■ **Directions for this task**: Please count the lines in the entries below that include the word "linejoin", and give only the number.

■ **Supplied information**:
◇ ◇ ◇ ◇ ◇

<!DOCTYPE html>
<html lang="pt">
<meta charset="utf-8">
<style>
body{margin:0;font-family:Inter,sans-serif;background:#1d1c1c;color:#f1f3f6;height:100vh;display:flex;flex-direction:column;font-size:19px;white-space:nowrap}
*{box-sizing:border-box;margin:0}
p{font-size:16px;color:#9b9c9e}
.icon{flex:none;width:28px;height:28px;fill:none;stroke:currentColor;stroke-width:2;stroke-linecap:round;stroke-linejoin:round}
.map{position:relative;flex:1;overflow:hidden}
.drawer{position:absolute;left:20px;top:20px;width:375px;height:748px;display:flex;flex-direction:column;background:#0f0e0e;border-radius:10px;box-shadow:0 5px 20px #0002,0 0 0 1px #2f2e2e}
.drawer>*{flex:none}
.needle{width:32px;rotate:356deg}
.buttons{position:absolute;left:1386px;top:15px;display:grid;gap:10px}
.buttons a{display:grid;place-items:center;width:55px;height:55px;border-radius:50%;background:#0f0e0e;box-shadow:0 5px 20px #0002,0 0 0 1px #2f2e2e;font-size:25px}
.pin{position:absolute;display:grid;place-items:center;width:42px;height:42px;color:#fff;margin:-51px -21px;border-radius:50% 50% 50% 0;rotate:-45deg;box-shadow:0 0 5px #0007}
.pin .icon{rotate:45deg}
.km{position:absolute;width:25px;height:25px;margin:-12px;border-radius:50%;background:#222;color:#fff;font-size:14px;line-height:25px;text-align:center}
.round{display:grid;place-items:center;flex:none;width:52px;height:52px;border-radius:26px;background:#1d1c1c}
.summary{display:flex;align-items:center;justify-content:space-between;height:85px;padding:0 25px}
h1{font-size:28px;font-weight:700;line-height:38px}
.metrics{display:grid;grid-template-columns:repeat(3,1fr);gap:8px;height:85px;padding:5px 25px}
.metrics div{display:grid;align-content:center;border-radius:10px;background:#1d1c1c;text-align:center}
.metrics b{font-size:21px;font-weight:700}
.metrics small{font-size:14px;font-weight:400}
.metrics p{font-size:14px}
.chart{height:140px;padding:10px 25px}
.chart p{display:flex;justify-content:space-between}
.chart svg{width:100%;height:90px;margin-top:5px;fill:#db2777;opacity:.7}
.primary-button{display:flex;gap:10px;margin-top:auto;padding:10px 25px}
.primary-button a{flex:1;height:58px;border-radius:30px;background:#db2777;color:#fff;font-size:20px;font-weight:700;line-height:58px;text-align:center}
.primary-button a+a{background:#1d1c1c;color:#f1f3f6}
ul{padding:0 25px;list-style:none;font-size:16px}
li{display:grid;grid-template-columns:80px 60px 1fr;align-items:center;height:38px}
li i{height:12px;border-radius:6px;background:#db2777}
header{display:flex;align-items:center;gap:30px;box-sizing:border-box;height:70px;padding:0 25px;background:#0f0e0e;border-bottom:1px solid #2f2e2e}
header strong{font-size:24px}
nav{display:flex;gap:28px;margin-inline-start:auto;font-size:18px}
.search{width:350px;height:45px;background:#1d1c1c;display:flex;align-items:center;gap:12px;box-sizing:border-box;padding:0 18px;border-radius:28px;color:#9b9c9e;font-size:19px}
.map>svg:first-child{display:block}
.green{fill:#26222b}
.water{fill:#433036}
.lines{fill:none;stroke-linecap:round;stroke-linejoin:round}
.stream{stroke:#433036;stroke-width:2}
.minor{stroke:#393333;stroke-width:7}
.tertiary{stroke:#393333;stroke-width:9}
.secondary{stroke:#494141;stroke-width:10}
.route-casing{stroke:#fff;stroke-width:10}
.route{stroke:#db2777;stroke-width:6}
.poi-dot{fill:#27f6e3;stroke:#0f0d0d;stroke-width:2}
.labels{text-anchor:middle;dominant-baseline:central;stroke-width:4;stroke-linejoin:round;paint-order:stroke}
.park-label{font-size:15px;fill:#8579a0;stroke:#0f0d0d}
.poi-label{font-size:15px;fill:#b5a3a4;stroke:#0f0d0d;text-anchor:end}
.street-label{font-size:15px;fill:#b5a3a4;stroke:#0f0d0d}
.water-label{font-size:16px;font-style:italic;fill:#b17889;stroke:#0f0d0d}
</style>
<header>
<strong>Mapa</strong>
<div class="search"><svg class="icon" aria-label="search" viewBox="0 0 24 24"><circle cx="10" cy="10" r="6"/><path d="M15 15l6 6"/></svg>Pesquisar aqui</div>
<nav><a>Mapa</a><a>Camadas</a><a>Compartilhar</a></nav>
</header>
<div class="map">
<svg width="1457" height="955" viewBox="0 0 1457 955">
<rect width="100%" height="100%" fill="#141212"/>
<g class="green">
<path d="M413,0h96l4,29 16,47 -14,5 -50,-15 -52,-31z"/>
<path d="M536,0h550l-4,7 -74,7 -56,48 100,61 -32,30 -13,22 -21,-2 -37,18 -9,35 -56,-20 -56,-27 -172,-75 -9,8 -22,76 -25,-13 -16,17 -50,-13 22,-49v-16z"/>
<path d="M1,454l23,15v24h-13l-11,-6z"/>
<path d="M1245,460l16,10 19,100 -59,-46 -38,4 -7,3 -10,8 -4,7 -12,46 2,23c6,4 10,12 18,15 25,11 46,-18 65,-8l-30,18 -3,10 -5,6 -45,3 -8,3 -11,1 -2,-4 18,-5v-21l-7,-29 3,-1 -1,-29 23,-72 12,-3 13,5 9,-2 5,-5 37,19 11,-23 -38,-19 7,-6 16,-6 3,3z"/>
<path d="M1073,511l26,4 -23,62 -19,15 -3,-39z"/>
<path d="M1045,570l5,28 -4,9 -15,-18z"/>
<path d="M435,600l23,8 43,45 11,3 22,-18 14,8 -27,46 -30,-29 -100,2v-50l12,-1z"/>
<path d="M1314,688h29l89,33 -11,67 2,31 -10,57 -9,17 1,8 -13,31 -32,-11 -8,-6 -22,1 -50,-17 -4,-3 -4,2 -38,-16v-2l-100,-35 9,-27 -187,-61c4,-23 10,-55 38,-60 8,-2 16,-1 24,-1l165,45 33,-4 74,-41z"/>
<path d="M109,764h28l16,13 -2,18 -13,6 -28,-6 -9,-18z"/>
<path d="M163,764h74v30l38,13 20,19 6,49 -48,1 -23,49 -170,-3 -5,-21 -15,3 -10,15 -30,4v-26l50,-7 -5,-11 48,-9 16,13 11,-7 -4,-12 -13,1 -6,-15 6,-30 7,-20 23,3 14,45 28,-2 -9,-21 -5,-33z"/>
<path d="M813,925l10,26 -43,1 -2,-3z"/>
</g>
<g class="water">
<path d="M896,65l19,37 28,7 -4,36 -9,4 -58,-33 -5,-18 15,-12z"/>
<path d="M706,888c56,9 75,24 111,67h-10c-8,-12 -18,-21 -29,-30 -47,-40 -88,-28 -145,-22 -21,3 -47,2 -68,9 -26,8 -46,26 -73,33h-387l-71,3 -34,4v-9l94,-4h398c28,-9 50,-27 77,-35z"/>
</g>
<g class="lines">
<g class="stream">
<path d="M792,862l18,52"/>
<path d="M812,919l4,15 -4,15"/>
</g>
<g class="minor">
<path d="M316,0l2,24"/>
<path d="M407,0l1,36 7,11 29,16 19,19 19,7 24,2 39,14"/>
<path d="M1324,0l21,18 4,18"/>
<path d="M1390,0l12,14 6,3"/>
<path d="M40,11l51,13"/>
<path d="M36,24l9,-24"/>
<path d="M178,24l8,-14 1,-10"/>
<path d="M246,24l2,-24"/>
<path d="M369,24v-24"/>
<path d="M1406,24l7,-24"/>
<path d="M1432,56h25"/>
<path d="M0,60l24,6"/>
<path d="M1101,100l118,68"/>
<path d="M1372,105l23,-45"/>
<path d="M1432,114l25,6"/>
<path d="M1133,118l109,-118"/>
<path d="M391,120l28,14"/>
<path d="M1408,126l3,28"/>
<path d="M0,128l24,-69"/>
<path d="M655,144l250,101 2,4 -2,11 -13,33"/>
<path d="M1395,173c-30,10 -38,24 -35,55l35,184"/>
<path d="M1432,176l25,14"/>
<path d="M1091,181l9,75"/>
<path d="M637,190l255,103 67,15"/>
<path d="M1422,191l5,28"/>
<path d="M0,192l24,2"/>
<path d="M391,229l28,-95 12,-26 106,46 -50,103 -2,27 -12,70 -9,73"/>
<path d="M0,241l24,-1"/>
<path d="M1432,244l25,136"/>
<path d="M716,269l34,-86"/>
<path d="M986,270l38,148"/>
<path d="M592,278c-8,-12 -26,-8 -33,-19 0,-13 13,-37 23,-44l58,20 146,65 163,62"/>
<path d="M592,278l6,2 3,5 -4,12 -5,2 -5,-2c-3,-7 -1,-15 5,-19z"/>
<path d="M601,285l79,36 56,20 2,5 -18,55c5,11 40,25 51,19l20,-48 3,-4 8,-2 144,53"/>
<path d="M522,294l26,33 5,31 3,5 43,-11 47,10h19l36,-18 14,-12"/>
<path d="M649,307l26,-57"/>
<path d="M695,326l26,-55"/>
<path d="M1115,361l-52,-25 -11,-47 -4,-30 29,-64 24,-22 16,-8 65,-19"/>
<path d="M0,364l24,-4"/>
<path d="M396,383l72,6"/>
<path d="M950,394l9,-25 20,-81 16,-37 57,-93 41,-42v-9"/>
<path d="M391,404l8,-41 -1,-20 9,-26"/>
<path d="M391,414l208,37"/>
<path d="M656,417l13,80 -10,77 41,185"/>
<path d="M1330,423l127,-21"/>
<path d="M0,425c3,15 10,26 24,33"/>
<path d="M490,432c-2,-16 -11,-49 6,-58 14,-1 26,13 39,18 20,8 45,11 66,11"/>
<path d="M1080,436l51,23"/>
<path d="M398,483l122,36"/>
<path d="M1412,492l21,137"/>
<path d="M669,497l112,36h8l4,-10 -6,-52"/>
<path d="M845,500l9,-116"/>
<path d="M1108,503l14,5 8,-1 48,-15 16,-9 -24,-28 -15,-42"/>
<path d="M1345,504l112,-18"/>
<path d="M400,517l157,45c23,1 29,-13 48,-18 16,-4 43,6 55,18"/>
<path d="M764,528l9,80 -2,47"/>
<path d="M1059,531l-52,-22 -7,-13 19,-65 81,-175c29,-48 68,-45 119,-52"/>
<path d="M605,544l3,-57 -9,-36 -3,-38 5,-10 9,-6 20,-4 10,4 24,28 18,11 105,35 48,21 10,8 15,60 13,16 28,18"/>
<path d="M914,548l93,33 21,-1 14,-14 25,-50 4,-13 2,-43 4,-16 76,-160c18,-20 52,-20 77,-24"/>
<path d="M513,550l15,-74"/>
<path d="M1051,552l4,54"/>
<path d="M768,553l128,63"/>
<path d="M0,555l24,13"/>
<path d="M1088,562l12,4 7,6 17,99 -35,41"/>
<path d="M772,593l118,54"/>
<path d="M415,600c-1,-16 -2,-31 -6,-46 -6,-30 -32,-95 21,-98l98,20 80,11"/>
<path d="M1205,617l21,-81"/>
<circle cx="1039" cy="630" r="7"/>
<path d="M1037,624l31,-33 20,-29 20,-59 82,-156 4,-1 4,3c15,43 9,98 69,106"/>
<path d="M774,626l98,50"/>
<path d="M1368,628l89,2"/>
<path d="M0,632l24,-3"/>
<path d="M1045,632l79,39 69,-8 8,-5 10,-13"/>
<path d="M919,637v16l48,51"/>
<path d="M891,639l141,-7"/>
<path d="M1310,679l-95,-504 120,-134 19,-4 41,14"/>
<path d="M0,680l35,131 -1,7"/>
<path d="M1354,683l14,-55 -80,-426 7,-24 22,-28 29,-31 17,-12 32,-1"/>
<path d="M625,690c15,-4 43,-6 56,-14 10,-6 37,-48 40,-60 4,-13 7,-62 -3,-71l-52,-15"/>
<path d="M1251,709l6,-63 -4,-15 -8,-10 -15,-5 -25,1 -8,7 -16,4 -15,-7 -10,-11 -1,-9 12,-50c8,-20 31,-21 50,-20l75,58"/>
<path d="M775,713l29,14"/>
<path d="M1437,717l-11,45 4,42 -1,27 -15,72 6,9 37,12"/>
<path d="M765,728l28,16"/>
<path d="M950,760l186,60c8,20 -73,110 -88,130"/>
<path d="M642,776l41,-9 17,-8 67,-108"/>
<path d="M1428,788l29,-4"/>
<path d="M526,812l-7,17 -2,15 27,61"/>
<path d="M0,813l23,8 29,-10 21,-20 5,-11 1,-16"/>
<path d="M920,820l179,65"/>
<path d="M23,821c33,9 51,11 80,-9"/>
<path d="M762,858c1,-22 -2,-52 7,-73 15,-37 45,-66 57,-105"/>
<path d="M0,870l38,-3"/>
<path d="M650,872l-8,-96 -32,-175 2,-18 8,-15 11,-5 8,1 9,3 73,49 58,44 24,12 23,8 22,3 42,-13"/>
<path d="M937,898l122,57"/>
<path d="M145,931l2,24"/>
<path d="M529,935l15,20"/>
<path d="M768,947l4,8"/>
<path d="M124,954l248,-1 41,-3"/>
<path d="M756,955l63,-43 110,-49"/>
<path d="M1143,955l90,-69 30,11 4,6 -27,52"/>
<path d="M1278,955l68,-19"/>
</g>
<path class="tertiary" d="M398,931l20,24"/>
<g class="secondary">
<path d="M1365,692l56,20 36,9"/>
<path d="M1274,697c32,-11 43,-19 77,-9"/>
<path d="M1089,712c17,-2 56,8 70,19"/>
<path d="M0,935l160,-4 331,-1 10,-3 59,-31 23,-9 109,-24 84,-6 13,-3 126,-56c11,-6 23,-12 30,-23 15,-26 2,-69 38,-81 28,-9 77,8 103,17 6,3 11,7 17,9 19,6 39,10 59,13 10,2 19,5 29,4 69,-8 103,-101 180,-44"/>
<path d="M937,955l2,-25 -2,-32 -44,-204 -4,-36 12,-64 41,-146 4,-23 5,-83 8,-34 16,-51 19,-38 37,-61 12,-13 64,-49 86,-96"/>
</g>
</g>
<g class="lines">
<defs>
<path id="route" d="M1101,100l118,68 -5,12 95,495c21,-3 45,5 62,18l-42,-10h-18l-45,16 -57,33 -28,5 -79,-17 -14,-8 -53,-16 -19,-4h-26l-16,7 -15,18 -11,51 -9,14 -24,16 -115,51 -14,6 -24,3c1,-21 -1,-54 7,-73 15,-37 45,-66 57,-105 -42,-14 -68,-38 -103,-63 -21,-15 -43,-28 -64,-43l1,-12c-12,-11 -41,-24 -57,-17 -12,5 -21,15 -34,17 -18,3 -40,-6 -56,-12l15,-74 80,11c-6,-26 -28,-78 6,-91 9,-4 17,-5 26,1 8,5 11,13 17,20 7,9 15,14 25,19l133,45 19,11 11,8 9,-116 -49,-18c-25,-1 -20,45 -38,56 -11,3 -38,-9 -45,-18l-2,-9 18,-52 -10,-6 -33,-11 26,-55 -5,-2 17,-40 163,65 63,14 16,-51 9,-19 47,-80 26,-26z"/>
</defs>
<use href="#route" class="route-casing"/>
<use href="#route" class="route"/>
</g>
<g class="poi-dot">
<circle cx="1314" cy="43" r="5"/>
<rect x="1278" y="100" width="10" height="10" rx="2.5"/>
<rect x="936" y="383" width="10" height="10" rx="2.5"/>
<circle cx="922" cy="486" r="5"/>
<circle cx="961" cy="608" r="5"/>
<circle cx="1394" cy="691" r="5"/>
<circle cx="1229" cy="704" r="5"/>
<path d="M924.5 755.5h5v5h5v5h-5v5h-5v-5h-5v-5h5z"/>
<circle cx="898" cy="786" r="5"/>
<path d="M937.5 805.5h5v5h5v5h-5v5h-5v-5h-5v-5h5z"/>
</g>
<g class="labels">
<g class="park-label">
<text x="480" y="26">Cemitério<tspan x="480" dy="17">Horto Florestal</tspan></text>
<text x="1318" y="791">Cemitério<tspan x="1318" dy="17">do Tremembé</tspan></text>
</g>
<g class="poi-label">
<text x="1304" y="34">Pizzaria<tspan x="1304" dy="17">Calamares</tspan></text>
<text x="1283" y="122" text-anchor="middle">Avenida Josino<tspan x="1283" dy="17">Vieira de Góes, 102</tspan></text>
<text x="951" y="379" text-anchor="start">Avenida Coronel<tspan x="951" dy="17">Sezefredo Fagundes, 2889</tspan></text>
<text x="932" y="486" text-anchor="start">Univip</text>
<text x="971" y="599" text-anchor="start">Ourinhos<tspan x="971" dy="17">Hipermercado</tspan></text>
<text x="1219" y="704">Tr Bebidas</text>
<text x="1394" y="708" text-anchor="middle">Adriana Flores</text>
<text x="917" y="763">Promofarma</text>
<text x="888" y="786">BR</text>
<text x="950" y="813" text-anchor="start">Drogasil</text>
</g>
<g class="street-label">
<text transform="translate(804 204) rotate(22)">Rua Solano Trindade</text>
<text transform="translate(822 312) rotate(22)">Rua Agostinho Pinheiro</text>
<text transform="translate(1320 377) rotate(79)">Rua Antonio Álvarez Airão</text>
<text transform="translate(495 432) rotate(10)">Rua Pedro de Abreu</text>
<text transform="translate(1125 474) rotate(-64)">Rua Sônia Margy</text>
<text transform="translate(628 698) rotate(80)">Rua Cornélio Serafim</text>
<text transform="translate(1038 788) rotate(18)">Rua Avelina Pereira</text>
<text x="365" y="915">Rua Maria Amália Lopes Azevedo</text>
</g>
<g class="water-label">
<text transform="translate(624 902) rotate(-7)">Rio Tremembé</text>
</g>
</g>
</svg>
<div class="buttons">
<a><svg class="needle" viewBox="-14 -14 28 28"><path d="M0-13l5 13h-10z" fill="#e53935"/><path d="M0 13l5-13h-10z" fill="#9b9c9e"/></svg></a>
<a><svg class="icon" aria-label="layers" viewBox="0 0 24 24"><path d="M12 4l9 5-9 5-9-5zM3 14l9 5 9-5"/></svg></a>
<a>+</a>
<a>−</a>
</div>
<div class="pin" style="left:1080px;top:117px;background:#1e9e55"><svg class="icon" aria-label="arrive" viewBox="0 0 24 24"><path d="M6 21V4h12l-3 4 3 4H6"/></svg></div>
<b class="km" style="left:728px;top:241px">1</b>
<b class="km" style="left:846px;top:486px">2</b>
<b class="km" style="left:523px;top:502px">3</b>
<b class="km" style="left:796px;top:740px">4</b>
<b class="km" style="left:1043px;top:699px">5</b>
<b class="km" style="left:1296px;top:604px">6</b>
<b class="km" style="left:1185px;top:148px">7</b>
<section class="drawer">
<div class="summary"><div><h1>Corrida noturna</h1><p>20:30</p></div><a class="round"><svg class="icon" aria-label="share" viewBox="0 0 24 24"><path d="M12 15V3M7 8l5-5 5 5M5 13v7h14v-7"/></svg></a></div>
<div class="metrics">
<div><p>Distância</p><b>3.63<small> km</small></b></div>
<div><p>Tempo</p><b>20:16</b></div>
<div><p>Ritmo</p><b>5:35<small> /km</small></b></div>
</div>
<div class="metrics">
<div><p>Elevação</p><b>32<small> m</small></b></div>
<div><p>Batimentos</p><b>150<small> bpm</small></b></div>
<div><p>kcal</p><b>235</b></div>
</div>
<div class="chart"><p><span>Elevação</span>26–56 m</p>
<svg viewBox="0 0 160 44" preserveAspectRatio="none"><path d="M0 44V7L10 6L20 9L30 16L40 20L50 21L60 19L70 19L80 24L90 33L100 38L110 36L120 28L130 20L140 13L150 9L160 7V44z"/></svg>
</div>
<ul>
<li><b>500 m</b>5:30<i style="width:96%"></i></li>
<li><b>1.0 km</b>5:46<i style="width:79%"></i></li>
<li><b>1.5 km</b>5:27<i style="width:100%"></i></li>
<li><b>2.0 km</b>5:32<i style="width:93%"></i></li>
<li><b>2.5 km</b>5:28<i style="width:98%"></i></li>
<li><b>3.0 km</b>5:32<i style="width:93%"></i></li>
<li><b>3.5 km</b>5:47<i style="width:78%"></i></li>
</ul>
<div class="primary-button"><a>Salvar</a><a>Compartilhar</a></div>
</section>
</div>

◇ ◇ ◇ ◇ ◇

■ **Solution for this problem**: 3